=== Task item ===
Every entry that follows should be written out again exactly.
***** Data to process
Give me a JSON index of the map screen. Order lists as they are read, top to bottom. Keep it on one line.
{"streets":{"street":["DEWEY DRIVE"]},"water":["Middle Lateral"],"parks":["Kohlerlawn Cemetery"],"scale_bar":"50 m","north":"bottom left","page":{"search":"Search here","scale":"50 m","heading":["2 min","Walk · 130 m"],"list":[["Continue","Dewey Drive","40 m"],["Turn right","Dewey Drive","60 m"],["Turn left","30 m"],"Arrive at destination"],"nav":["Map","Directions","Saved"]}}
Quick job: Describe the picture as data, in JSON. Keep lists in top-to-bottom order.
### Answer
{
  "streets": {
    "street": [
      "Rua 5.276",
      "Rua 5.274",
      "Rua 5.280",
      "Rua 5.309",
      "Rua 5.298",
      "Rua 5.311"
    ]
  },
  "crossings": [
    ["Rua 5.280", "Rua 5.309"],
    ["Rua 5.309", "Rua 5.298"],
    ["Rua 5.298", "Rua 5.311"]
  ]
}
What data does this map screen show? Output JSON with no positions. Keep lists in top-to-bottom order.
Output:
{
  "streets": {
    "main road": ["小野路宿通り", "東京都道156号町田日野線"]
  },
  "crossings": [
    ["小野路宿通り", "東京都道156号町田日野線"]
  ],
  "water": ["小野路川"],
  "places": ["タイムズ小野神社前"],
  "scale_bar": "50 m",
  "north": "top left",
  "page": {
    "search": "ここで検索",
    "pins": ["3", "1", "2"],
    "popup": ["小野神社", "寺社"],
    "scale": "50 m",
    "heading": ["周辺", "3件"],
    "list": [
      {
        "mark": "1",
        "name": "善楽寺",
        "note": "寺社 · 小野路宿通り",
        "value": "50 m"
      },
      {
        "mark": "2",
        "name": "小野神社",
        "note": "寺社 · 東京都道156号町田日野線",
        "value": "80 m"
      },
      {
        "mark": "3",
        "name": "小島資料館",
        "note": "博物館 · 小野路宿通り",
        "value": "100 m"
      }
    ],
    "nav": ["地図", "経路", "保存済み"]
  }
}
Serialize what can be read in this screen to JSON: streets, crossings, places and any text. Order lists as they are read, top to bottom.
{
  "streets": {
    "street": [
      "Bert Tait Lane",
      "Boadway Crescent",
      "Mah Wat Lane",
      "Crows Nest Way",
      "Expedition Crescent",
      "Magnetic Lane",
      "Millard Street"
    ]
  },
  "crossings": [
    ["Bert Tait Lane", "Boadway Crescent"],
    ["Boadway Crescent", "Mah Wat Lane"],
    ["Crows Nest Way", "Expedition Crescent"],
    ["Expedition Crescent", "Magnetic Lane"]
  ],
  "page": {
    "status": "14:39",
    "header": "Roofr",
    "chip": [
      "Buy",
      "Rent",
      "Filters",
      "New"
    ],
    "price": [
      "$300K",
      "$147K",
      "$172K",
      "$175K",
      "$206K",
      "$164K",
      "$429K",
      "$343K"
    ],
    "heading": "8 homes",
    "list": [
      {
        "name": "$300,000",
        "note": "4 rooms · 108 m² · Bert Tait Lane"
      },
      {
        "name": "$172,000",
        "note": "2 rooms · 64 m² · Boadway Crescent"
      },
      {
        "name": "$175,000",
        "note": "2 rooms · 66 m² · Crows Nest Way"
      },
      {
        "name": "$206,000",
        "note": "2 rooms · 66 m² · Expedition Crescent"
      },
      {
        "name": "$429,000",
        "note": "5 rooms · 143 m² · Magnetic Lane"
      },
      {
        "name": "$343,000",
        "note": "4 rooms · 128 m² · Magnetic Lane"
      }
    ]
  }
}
**********
=== Solution to the problem ===
Give me a JSON index of the map screen. Order lists as they are read, top to bottom. Keep it on one line.
{"streets":{"street":["DEWEY DRIVE"]},"water":["Middle Lateral"],"parks":["Kohlerlawn Cemetery"],"scale_bar":"50 m","north":"bottom left","page":{"search":"Search here","scale":"50 m","heading":["2 min","Walk · 130 m"],"list":[["Continue","Dewey Drive","40 m"],["Turn right","Dewey Drive","60 m"],["Turn left","30 m"],"Arrive at destination"],"nav":["Map","Directions","Saved"]}}
Quick job: Describe the picture as data, in JSON. Keep lists in top-to-bottom order.
### Answer
{
  "streets": {
    "street": [
      "Rua 5.276",
      "Rua 5.274",
      "Rua 5.280",
      "Rua 5.309",
      "Rua 5.298",
      "Rua 5.311"
    ]
  },
  "crossings": [
    ["Rua 5.280", "Rua 5.309"],
    ["Rua 5.309", "Rua 5.298"],
    ["Rua 5.298", "Rua 5.311"]
  ]
}
What data does this map screen show? Output JSON with no positions. Keep lists in top-to-bottom order.
Output:
{
  "streets": {
    "main road": ["小野路宿通り", "東京都道156号町田日野線"]
  },
  "crossings": [
    ["小野路宿通り", "東京都道156号町田日野線"]
  ],
  "water": ["小野路川"],
  "places": ["タイムズ小野神社前"],
  "scale_bar": "50 m",
  "north": "top left",
  "page": {
    "search": "ここで検索",
    "pins": ["3", "1", "2"],
    "popup": ["小野神社", "寺社"],
    "scale": "50 m",
    "heading": ["周辺", "3件"],
    "list": [
      {
        "mark": "1",
        "name": "善楽寺",
        "note": "寺社 · 小野路宿通り",
        "value": "50 m"
      },
      {
        "mark": "2",
        "name": "小野神社",
        "note": "寺社 · 東京都道156号町田日野線",
        "value": "80 m"
      },
      {
        "mark": "3",
        "name": "小島資料館",
        "note": "博物館 · 小野路宿通り",
        "value": "100 m"
      }
    ],
    "nav": ["地図", "経路", "保存済み"]
  }
}
Serialize what can be read in this screen to JSON: streets, crossings, places and any text. Order lists as they are read, top to bottom.
{
  "streets": {
    "street": [
      "Bert Tait Lane",
      "Boadway Crescent",
      "Mah Wat Lane",
      "Crows Nest Way",
      "Expedition Crescent",
      "Magnetic Lane",
      "Millard Street"
    ]
  },
  "crossings": [
    ["Bert Tait Lane", "Boadway Crescent"],
    ["Boadway Crescent", "Mah Wat Lane"],
    ["Crows Nest Way", "Expedition Crescent"],
    ["Expedition Crescent", "Magnetic Lane"]
  ],
  "page": {
    "status": "14:39",
    "header": "Roofr",
    "chip": [
      "Buy",
      "Rent",
      "Filters",
      "New"
    ],
    "price": [
      "$300K",
      "$147K",
      "$172K",
      "$175K",
      "$206K",
      "$164K",
      "$429K",
      "$343K"
    ],
    "heading": "8 homes",
    "list": [
      {
        "name": "$300,000",
        "note": "4 rooms · 108 m² · Bert Tait Lane"
      },
      {
        "name": "$172,000",
        "note": "2 rooms · 64 m² · Boadway Crescent"
      },
      {
        "name": "$175,000",
        "note": "2 rooms · 66 m² · Crows Nest Way"
      },
      {
        "name": "$206,000",
        "note": "2 rooms · 66 m² · Expedition Crescent"
      },
      {
        "name": "$429,000",
        "note": "5 rooms · 143 m² · Magnetic Lane"
      },
      {
        "name": "$343,000",
        "note": "4 rooms · 128 m² · Magnetic Lane"
      }
    ]
  }
}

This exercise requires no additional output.